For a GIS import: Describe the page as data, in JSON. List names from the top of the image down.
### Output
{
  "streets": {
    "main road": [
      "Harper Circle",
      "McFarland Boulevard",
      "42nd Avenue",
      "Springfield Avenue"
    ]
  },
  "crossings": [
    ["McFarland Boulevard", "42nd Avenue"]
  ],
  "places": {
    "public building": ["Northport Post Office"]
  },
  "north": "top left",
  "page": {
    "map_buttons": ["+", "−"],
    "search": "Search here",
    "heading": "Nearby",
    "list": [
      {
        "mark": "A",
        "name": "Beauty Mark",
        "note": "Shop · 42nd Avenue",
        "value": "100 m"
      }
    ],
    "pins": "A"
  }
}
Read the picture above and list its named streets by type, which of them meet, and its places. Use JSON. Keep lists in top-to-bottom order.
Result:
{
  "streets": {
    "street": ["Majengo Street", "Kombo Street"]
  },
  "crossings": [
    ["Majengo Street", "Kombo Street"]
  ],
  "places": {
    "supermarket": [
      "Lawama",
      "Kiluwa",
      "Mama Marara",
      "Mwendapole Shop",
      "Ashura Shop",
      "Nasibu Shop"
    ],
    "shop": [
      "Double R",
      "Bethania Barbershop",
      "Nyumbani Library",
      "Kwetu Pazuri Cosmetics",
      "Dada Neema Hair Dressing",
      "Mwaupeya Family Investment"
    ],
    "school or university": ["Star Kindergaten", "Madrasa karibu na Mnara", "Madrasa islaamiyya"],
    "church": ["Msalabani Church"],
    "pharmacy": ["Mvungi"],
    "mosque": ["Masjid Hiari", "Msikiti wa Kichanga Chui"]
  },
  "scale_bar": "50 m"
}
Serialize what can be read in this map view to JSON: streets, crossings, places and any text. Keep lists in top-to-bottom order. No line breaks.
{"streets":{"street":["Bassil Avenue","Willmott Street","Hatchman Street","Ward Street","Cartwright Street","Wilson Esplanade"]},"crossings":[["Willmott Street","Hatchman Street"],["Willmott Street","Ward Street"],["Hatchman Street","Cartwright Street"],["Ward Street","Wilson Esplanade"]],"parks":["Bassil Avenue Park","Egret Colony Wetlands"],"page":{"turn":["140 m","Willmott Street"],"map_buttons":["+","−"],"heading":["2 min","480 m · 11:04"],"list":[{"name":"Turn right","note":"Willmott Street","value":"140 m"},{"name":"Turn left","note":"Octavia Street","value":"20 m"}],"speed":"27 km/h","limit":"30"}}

» WHAT THE TASK REQUIRES: Each line above should be output exactly as written.

» SOLUTION TO THIS TASK:
For a GIS import: Describe the page as data, in JSON. List names from the top of the image down.
### Output
{
  "streets": {
    "main road": [
      "Harper Circle",
      "McFarland Boulevard",
      "42nd Avenue",
      "Springfield Avenue"
    ]
  },
  "crossings": [
    ["McFarland Boulevard", "42nd Avenue"]
  ],
  "places": {
    "public building": ["Northport Post Office"]
  },
  "north": "top left",
  "page": {
    "map_buttons": ["+", "−"],
    "search": "Search here",
    "heading": "Nearby",
    "list": [
      {
        "mark": "A",
        "name": "Beauty Mark",
        "note": "Shop · 42nd Avenue",
        "value": "100 m"
      }
    ],
    "pins": "A"
  }
}
Read the picture above and list its named streets by type, which of them meet, and its places. Use JSON. Keep lists in top-to-bottom order.
Result:
{
  "streets": {
    "street": ["Majengo Street", "Kombo Street"]
  },
  "crossings": [
    ["Majengo Street", "Kombo Street"]
  ],
  "places": {
    "supermarket": [
      "Lawama",
      "Kiluwa",
      "Mama Marara",
      "Mwendapole Shop",
      "Ashura Shop",
      "Nasibu Shop"
    ],
    "shop": [
      "Double R",
      "Bethania Barbershop",
      "Nyumbani Library",
      "Kwetu Pazuri Cosmetics",
      "Dada Neema Hair Dressing",
      "Mwaupeya Family Investment"
    ],
    "school or university": ["Star Kindergaten", "Madrasa karibu na Mnara", "Madrasa islaamiyya"],
    "church": ["Msalabani Church"],
    "pharmacy": ["Mvungi"],
    "mosque": ["Masjid Hiari", "Msikiti wa Kichanga Chui"]
  },
  "scale_bar": "50 m"
}
Serialize what can be read in this map view to JSON: streets, crossings, places and any text. Keep lists in top-to-bottom order. No line breaks.
{"streets":{"street":["Bassil Avenue","Willmott Street","Hatchman Street","Ward Street","Cartwright Street","Wilson Esplanade"]},"crossings":[["Willmott Street","Hatchman Street"],["Willmott Street","Ward Street"],["Hatchman Street","Cartwright Street"],["Ward Street","Wilson Esplanade"]],"parks":["Bassil Avenue Park","Egret Colony Wetlands"],"page":{"turn":["140 m","Willmott Street"],"map_buttons":["+","−"],"heading":["2 min","480 m · 11:04"],"list":[{"name":"Turn right","note":"Willmott Street","value":"140 m"},{"name":"Turn left","note":"Octavia Street","value":"20 m"}],"speed":"27 km/h","limit":"30"}}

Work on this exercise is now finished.